The technique of low-pressure injection is commonly employed for the purpose of stem injection, where a solution is introduced into trees using lower pressure. Before using the injection device, bore 1–5 holes on the trunk (depending on tree diameter) using a drill bit [69], reaching a depth of 3–5 cm into the woody tissue, with the holes slanting downward at approximately 30 degrees [8]. In 1977, William and his colleagues designed a manual tree injection device that operates on a similar principle to intravenous injections in humans or animals [67], characterized by its small size and simple structure. It gradually inject the pesticide into the tree using the syringe, allowing it to enter the tree’s xylem vessels through transpiration. In 1994, a method was developed in the United States that involves cutting the output tube into several small sections, connecting them with a three-way joint, and puncturing holes in a circular pattern around the tree [64]. The third joint is inserted into the hole, and pesticide is delivered evenly and simultaneously into the tree through the output tube. This method has the advantage of increased injection speed and even distribution of pesticides, avoiding the risk of high concentrations of pesticides causing damage to the tree trunk. The technique of low-pressure injection can be employed for purposes such as fertilization, pesticide application, nutrient supplementation, and pest management, among others. It is applicable for a wide range of trees and plants. Furthermore, it is important to select the appropriate pesticide based on the type of tree and to avoid the use of pesticides that may be harmful to the tree’s health [65,70].

5.2. No-Pressure Injection Method

The no-pressure injection method involves taping the pesticide bottle to the tree trunk, inserting a needle into the tree, and slowly allowing the pesticides to enter the tree through the needle [54]. This method is cost-effective, does not require specialized equipment, and is effective in preventing and treating disease. However, the injection and flow rate of the pesticides are slow, relying on the natural diffusion of the pesticides into the xylem. Additionally, this method may lead to damage to the tree’s phloem and cambium tissues due to prolonged exposure to the pesticides around the injection site.

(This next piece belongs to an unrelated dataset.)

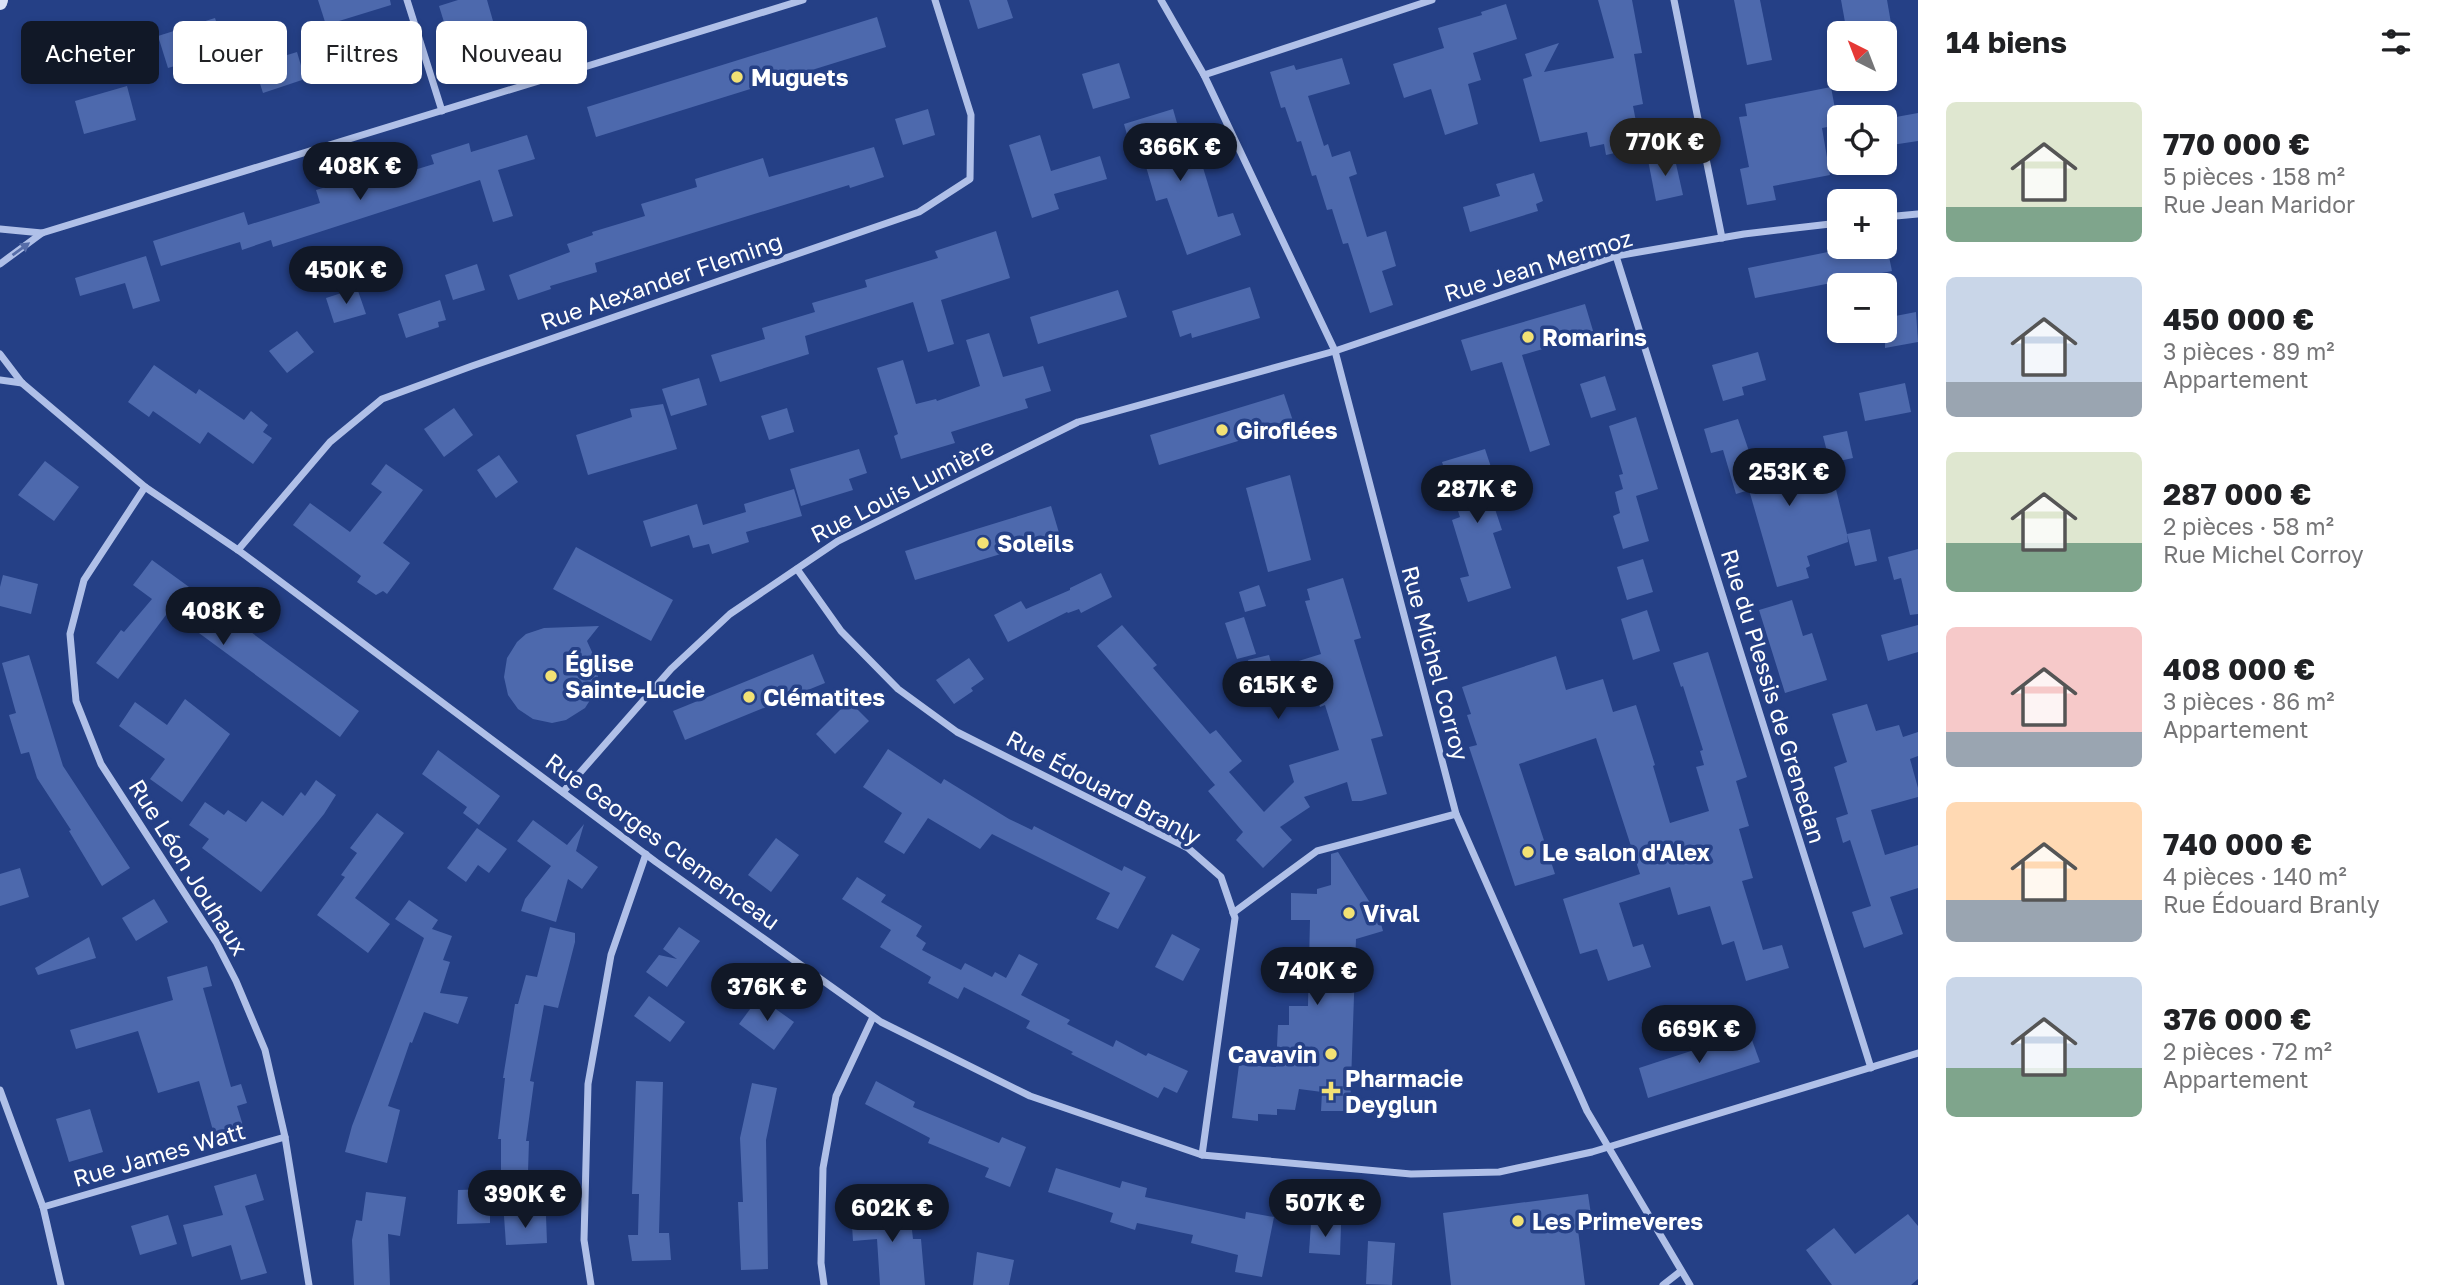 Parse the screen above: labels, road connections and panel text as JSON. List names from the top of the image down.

This method of injection is suitable for smaller vegetation such as trees, flowers, and shrubs. It is commonly utilized for purposes such as fertilization, pesticide application, and nutrient supplementation. Additionally, the pressure-free injection method is relatively safe and minimally harmful to the trees.

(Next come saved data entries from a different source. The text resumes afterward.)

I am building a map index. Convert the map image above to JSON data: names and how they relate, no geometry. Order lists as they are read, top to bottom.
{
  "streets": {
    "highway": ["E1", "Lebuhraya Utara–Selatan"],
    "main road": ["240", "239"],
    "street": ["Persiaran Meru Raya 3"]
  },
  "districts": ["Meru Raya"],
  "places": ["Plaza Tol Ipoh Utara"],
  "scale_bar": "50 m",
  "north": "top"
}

5.3. High-Pressure Injection Method

The method of high-pressure injection refers to the utilization of mechanical pumps or hand-press piston pumps [71]. It employs specialized high-pressure injection apparatus to forcefully inject the required insecticides, fungicides, and micro-fertilizers into the trees and plants. The injection pressure varies depending on the trees. In 1985, Gillespie John developed a tree pesticides device that employed a manually operated hydraulic cylinder for injection [66]. The hydraulic cylinder piston is connected to a connecting rod, which controls the suction of hydraulic fluid. The device is equipped with six independent hydraulic cylinders, capable of outputting in six different directions. Three cylinders are grouped together, and their pistons are driven by a single main handle. Therefore, by manipulating a single handle, the simultaneous injection of liquid into three hydraulic cylinders can be achieved. In 2003, Peter Wild and others made improvements to the design of the liquid injection gun developed in 2001 [72]. The modified product combines the power rod and the piston rod. Both ends of the combined rod have pistons, with one end being the pesticides chamber piston, and the other end being located in the compressed gas chamber. This allows the gas to directly propel the piston without causing vibrations.

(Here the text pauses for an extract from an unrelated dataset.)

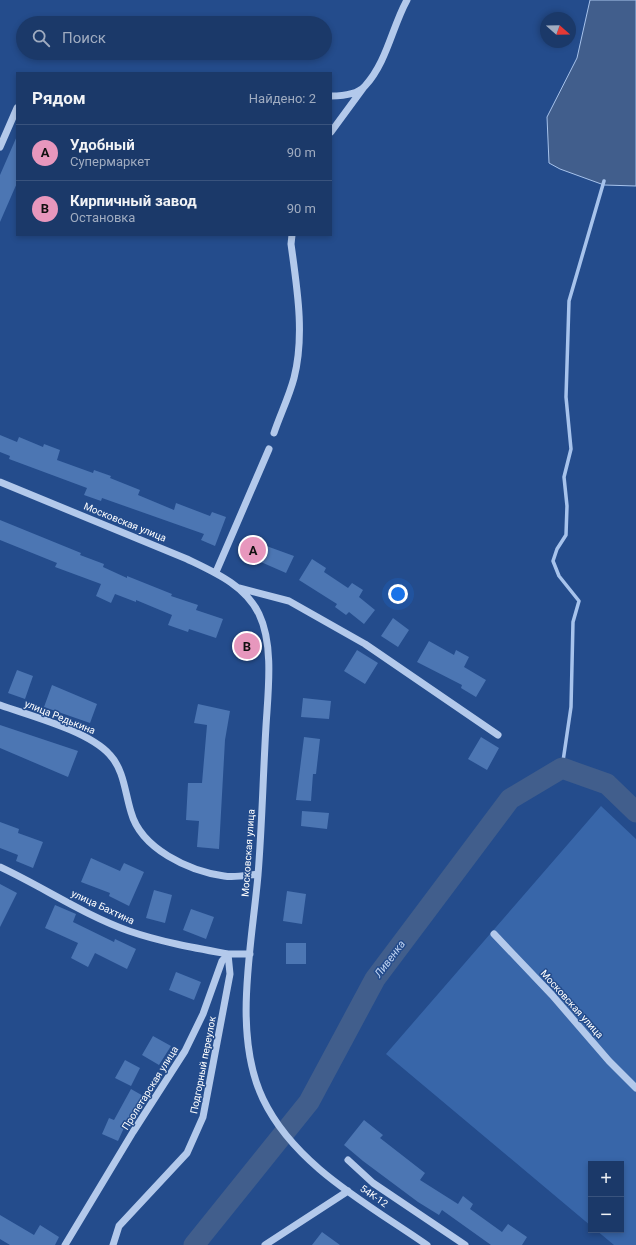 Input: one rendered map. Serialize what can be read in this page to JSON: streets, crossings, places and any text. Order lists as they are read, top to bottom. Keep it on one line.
{"streets":{"street":["Московская улица","улица Редькина","улица Бахтина","Подгорный переулок","Пролетарская улица","54K-12"]},"crossings":[["Московская улица","улица Редькина"],["Московская улица","54K-12"],["улица Бахтина","Подгорный переулок"],["улица Бахтина","Пролетарская улица"],["Подгорный переулок","Пролетарская улица"]],"water":["Ливенка"],"north":"right","page":{"search":"Поиск","heading":["Рядом","Найдено: 2"],"list":[{"mark":"A","name":"Удобный","note":"Супермаркет","value":"90 m"},{"mark":"B","name":"Кирпичный завод","note":"Остановка","value":"90 m"}],"pins":["A","B"],"map_buttons":["+","−"]}}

6. Critical Technological Challenges

To prevent and control diseases and pests in forests and fruit trees as well as regulate their growth and development through trunk injection, it is crucial to master the selection of injection agents and proper dosage preparation. Choosing appropriate timing, injection sites, and depths is also necessary for effective trunk injection treatment.

6.1. Selection of Injectable Pesticides

When selecting and configuring injection agents for trees and fruit trees, it is important to consider the species, injection pressure of the equipment, and the resistance of pests and diseases. It is advisable to prioritize the use of systemic agents that facilitate the transportation and conduction of the medication. There are two types of systemic injection agents: emulsifiable concentrate and aqueous concentrate [70,73,74]. For effective transportation of the pesticides, both of these agents should have a pH ≤ 7, presenting an acidic or neutral nature. It is crucial to avoid using alkaline agents with a pH > 7 as they can be strongly adsorbed by the negatively charged cell walls in the woody tissues of trees, thereby affecting the pesticide’s distribution. Experimental results have shown that the aqueous concentrate has better transportation efficiency and causes less damage to the plants compared to the emulsifiable concentrate [75].
In the management of forest pest control, it is advisable to opt for long-lasting efficacious agents such as imidacloprid and phoxim as stem injection agents. For the control of pests and diseases in fruit trees, it is recommended to use fungicides like carbendazim, insecticides like fenvalerate, and acaricides like thiodicarb which have shorter residual periods, lower toxicity, or exhibit less translocation to flowers and fruits [76,77]. When formulating pesticides, it is important to consider the injection pressure of the stem injection equipment and the tree species and accordingly select an appropriate concentration. The concentration for pest and disease control in fruit trees should be about 5% to 10% lower than that for forest trees.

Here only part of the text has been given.